The authors plan to utilize the UK Biobank and other big datasets in future research to address further concerns about alcohol usage. “We’re intrigued if drinking one beer a day is better than drinking none during the week and seven on the weekend,” Nave explains. “We haven’t looked into it yet, but there’s some evidence that binge drinking is bad for the brain.”

They’d also want to be able to prove causality rather than correlation, which might be achievable with new longitudinal biological datasets that track young individuals as they grow older.

“We may be able to look at these impacts over time and pull out causal linkages using genetics and other methods,” Nave adds.

While the researchers stress that their study focused only on correlations, they believe the results may cause drinkers to reassess their consumption levels.

“There’s some evidence that drinking has an exponential impact on the brain,” Daviet explains. “As a result, one extra drink in a day may have a greater effect than any of the prior drinks consumed that day. As a result, cutting down on that last drink of the night might have a significant impact on brain aging.”

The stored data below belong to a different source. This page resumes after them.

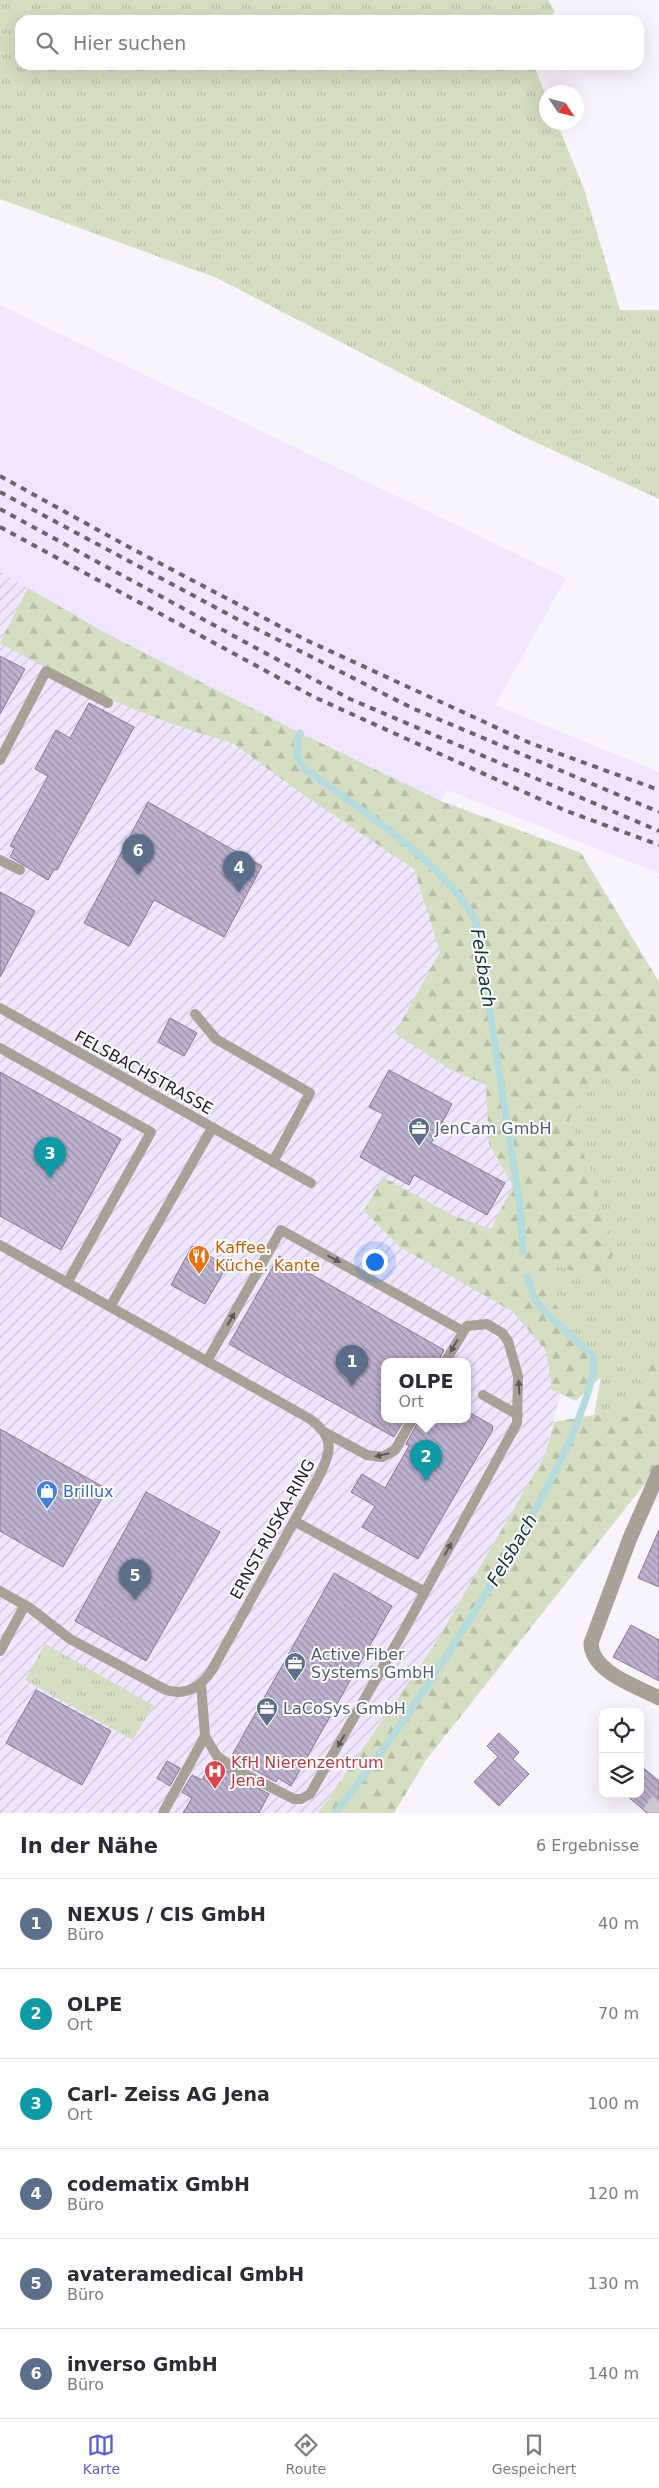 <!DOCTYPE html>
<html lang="de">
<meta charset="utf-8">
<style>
body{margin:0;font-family:"DejaVu Sans",sans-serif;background:#f7f7f7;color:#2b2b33}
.controls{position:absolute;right:15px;bottom:15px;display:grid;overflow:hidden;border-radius:10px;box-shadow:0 5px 20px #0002}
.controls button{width:45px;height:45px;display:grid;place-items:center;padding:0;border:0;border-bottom:1px solid #e1e1e2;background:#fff;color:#2b2b33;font:25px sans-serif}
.compass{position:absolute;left:539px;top:85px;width:45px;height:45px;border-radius:50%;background:#fff;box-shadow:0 5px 20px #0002;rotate:125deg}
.you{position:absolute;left:374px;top:1261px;width:18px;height:18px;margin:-12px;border:4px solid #fff;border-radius:50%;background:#1a73e8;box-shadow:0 0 0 8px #1a73e833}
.badge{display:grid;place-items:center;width:32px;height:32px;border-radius:50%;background:#5760d7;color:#fff;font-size:16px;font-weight:700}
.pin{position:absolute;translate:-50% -41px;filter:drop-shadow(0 1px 2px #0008)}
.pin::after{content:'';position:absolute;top:26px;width:18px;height:15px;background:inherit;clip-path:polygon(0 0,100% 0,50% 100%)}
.popup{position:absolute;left:381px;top:1358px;width:90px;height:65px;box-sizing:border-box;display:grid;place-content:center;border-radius:10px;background:#fff;filter:drop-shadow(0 1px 4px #0005);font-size:16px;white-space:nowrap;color:#7c7c81}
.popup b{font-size:19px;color:#2b2b33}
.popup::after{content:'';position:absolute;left:50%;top:100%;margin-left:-10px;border:10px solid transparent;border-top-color:#fff}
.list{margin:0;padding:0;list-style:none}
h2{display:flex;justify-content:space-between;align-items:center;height:65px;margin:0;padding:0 20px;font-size:21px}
h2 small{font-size:16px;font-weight:400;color:#7c7c81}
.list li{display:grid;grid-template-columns:32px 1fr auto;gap:15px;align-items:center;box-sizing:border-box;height:90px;padding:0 20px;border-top:1px solid #e1e1e2}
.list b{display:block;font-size:19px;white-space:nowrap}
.list p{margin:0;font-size:16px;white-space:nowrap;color:#7c7c81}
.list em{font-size:16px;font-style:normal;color:#7c7c81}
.icon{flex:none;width:28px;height:28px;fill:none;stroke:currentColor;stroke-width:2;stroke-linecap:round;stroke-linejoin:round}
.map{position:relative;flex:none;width:659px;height:1813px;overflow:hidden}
.search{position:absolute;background:#fff;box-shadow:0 5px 20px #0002;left:15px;right:15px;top:15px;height:55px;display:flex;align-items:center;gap:12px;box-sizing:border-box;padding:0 18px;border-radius:15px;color:#7c7c81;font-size:19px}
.sheet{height:605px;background:#fff}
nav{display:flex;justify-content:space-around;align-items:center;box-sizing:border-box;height:70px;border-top:1px solid #e1e1e2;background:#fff;font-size:14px;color:#7c7c81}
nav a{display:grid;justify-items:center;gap:2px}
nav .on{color:#5760d7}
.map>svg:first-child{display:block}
.industrial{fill:url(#industrial-furrows);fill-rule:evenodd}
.built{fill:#efe6ff}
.grass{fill:url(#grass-tufts)}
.forest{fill:url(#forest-firs)}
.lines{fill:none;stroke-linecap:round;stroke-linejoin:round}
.stream{stroke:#b4dbdd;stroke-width:7}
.building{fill:url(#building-back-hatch);stroke:#857997}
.street-tunnel{stroke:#ccc9d1;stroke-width:15;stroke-dasharray:15 8;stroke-linecap:butt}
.lane{stroke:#a7a296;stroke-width:10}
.street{stroke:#a7a296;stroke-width:15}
.rail{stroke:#69646f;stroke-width:4;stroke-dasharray:6 6;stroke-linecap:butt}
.oneway{fill:#5e595a}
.labels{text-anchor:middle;stroke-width:4;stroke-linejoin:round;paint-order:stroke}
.street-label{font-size:16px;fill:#221d29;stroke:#fff}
.service-label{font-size:16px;fill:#4e5e75;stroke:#fff;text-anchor:start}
.food-label{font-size:16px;fill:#c56008;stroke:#fff;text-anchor:start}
.shop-label{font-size:16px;fill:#366cbe;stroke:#fff;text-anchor:start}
.health-label{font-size:16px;fill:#be3a42;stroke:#fff;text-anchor:start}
.water-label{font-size:18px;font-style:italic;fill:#0e3537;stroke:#fff}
</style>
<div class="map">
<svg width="659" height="1813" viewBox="0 0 659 1813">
<defs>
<pattern id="industrial-furrows" width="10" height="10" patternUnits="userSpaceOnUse" patternTransform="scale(1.25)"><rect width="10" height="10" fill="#efe6ff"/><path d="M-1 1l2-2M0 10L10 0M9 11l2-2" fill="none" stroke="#cdc5db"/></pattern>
<pattern id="grass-tufts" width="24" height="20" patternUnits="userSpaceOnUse" patternTransform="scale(1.25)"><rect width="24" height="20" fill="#d5dec1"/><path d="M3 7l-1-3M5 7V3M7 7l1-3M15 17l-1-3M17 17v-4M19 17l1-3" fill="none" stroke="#b7bea6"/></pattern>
<pattern id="forest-firs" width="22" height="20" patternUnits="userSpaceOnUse" patternTransform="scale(1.25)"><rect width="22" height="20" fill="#d5dec1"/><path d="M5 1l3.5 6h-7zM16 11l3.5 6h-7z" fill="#b7bea6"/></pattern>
<pattern id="building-back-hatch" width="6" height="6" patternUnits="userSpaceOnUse" patternTransform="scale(1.25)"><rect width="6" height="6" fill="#bdb2cf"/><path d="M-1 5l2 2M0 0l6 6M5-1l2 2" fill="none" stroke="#9990a8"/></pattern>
</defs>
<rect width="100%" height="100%" fill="#f7f4fb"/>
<path class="industrial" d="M0,571L102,631L275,720L441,801L581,853L659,982V1092L627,1121L545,1455L435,1644L318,1813H0ZM385,1362H467V1420H385Z"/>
<path class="built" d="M0,305L566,578L495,705L659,772V873L447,790L441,801L275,720L102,631L0,571Z"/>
<path class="grass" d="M0,0H548L555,12L543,20H20V65H534L546,96V122L557,123L584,189L620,310H659V499L522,436L217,278L0,199Z
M638,1072L649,1080H659V1345L625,1418L594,1415L601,1377L547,1291L557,1266L614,1251L593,1177L569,1120L593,1076Z
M45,1644L153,1705L133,1740L25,1680Z"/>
<path class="forest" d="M28,588L102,631L300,733L441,801L581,853L659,982V1080H649L638,1072L593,1076L569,1120L593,1177L614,1251L605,1280L557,1266L547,1291L601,1377L576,1401L552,1390L546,1351L513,1312L400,1247L364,1211L383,1177L454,1216L491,1229L513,1186L489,1144L486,1085L449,1069L395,1033L440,952L414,869L305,796L234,744L172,724L88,691L0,643Z
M659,1345V1466L426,1760L394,1813H318L435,1644L545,1455L554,1422L594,1415L625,1417Z"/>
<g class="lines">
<path class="stream" d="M300,733C295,749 295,757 306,770C361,810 443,861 476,921L520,1206L523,1252
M335,1813C395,1738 447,1657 497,1575C530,1520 563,1465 584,1404C589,1390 596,1370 593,1356L545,1312L536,1301L527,1277"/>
</g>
<path class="building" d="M0,656L25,669L0,714Z
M89,703L134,727L57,870L54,869L48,880L10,857L15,848L10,846L48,776L35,769L56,730L70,738Z
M148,802L262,866L224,937L154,900L129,946L84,923Z
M0,892L35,911L0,977Z
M170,1018L197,1033L184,1056L158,1042Z
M389,1070L452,1104L431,1143L505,1183L487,1215L414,1175L409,1185L360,1157L383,1114L369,1107Z
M0,1072L121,1139L61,1250L0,1216Z
M192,1246L227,1266L205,1304L171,1285Z
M279,1256L444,1350L438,1362H385V1420H404L394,1437L229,1344Z
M467,1411L493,1426L492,1431L418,1559L362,1527L375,1506L351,1492L362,1474L385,1488L409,1446L406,1444L419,1420H467Z
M0,1429L107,1489L63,1567L0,1531Z
M146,1492L220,1532L146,1661L75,1621Z
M659,1530V1587L638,1578Z
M334,1573L392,1606L291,1786L278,1778L276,1782L231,1757Z
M631,1625L659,1640V1681L613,1657Z
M36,1690L111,1731L82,1785L6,1743Z
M499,1733L519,1752L513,1759L529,1774L499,1806L474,1782L498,1757L487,1746Z
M167,1761L180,1768L170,1786L157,1778Z
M640,1765L659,1781V1813H647L625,1794H640Z
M224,1769L269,1794L259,1813H183L192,1798L182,1792L192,1775L202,1780L205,1774L217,1781Z"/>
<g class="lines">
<path class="street-tunnel" d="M649,1813L659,1800"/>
<path class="lane" d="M0,760L46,671L108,703
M0,860L20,870
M0,1008L311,1183
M195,1014L216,1039L310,1093L273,1162
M0,1048L151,1132L67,1283
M0,1245L310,1419C336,1438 331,1453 318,1478L212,1670C201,1687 185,1696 166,1690L70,1639L30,1608L0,1591
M110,1307L212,1128
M207,1361L281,1230L463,1331
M483,1395L518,1415
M324,1432L367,1455L382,1457L395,1450L412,1420
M294,1521L425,1592
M0,1651L25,1605
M201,1684L205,1736L217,1756L235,1769L294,1799H301L310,1794L403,1632L517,1423L518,1376L508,1341L502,1333L487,1324L467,1326L445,1362
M163,1813L205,1736"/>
<path class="street" d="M659,1472L630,1538L591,1643C591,1672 637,1686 659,1698"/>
<path class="rail" d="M0,476L127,546L306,640L530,743L659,790
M0,492L239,620L412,708L659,812
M0,509L350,699L659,831
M0,527L314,697L564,810L659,845"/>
</g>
<defs><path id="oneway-solid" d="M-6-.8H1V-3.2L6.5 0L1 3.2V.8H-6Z" transform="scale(1.25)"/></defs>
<g class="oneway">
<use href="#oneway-solid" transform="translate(334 1259) rotate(29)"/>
<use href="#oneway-solid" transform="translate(231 1319) rotate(-61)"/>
<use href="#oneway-solid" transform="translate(454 1346) rotate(120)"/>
<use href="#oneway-solid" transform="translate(519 1387) rotate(-93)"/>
<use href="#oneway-solid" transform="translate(382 1455) rotate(167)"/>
<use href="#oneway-solid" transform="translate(448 1549) rotate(-61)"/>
<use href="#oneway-solid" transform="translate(341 1741) rotate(120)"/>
</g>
<defs>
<g id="office-pin" transform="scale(1.125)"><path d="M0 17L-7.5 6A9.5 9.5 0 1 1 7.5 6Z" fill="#5c6f8a" stroke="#fff"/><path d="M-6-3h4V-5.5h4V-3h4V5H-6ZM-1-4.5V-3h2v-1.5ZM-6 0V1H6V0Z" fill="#fff"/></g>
<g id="restaurant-pin" transform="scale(1.125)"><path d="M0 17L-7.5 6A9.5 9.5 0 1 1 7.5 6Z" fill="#e8710a" stroke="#fff"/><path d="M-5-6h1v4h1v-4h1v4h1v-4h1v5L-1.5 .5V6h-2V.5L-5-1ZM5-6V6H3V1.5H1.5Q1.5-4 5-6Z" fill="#fff"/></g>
<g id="shop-pin" transform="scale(1.125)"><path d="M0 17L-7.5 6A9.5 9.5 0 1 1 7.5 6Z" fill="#3f7fe0" stroke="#fff"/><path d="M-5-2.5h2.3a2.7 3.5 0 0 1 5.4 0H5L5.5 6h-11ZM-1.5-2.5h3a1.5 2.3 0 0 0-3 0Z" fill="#fff"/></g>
<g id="hospital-pin" transform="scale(1.125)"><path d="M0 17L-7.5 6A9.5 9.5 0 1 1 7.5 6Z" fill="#e0444e" stroke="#fff"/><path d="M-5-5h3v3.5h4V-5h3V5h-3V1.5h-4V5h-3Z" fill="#fff"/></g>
</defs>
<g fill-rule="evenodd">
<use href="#office-pin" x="419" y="1128"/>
<use href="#restaurant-pin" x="199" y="1256"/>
<use href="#shop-pin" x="47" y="1491"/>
<use href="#office-pin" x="295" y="1663"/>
<use href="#office-pin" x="267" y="1708"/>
<use href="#hospital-pin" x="215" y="1771"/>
</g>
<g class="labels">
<g class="street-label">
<text transform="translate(144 1072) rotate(29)" y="6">FELSBACHSTRASSE</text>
<text transform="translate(272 1529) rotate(-61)" y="6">ERNST-RUSKA-RING</text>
</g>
<g class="service-label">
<text x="435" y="1134">JenCam GmbH</text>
<text x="311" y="1660">Active Fiber<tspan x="311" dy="18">Systems GmbH</tspan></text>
<text x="283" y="1714">LaCoSys GmbH</text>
</g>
<g class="food-label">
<text x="215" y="1253">Kaffee.<tspan x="215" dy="18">Küche. Kante</tspan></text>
</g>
<g class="shop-label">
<text x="63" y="1497">Brillux</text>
</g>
<g class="health-label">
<text x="231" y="1768">KfH Nierenzentrum<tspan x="231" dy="18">Jena</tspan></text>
</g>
<g class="water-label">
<text transform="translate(483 968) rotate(81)" y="6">Felsbach</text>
<text transform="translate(512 1550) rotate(-59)" y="6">Felsbach</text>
</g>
</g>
</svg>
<div class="controls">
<button><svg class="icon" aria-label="locate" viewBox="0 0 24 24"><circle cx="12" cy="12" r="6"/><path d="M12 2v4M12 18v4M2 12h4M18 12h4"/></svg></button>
<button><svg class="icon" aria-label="layers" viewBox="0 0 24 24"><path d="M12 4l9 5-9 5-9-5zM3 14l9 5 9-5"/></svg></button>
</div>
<svg class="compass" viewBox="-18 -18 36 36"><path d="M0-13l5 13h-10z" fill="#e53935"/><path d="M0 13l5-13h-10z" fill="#7c7c81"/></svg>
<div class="you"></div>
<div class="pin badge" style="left:352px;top:1386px;background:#5c6f8a">1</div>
<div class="pin badge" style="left:426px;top:1481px;background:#0f9aa8">2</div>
<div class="popup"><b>OLPE</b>Ort</div>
<div class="pin badge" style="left:50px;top:1178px;background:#0f9aa8">3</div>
<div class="pin badge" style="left:239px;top:892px;background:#5c6f8a">4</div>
<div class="pin badge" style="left:135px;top:1600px;background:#5c6f8a">5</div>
<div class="pin badge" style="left:138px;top:875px;background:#5c6f8a">6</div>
<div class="search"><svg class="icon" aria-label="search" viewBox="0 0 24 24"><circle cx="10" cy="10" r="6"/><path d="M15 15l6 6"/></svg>Hier suchen</div>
</div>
<section class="sheet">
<h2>In der Nähe<small>6 Ergebnisse</small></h2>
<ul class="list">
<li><span class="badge" style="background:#5c6f8a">1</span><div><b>NEXUS / CIS GmbH</b><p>Büro</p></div><em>40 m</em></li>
<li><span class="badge" style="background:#0f9aa8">2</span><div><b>OLPE</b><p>Ort</p></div><em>70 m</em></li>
<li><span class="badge" style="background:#0f9aa8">3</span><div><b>Carl- Zeiss AG Jena</b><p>Ort</p></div><em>100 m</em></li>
<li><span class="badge" style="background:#5c6f8a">4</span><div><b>codematix GmbH</b><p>Büro</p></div><em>120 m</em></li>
<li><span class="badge" style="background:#5c6f8a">5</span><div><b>avateramedical GmbH</b><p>Büro</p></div><em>130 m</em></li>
<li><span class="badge" style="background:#5c6f8a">6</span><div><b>inverso GmbH</b><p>Büro</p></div><em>140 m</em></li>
</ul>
</section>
<nav>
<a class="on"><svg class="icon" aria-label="map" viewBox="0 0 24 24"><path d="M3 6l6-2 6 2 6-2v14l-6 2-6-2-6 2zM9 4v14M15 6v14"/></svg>Karte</a>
<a><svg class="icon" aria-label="directions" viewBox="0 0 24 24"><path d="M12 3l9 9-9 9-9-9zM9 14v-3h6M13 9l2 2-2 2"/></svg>Route</a>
<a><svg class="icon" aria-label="saved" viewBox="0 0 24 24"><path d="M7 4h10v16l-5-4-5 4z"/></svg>Gespeichert</a>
</nav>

“The folks who can profit the most by drinking less are the ones who are currently drinking the most,” Nave explains.

Reagan R. Wetherill is a research assistant professor of psychiatry at the Perelman School of Medicine at the University of Pennsylvania.

At Penn’s Perelman School of Medicine, Henry R. Kranzler is the Benjamin Rush Professor of Psychiatry and the head of the Penn Center for Studies of Addiction.

Gideon Nave is the Carlos and Rosa de la Cruz Assistant Professor of Marketing and the Wharton Neuroscience Initiative at Penn’s Wharton School.

Remi Daviet is an assistant professor of marketing at the University of Wisconsin-Wisconsin Madison’s School of Business.

The paper’s initial author was Daviet, and co-corresponding authors were Wetherill, Nave, and Daviet.

Kanchana Jagannathan, Nathaniel Spilka, and Henry R. Kranzler of the Perelman School of Medicine at the University of Pennsylvania; Gökhan Aydogan of the University of Zurich; and Philipp D. Koellinger of the University of Wisconsin-Madison were also coauthors.

Leave a comment

You must be logged in to post a comment.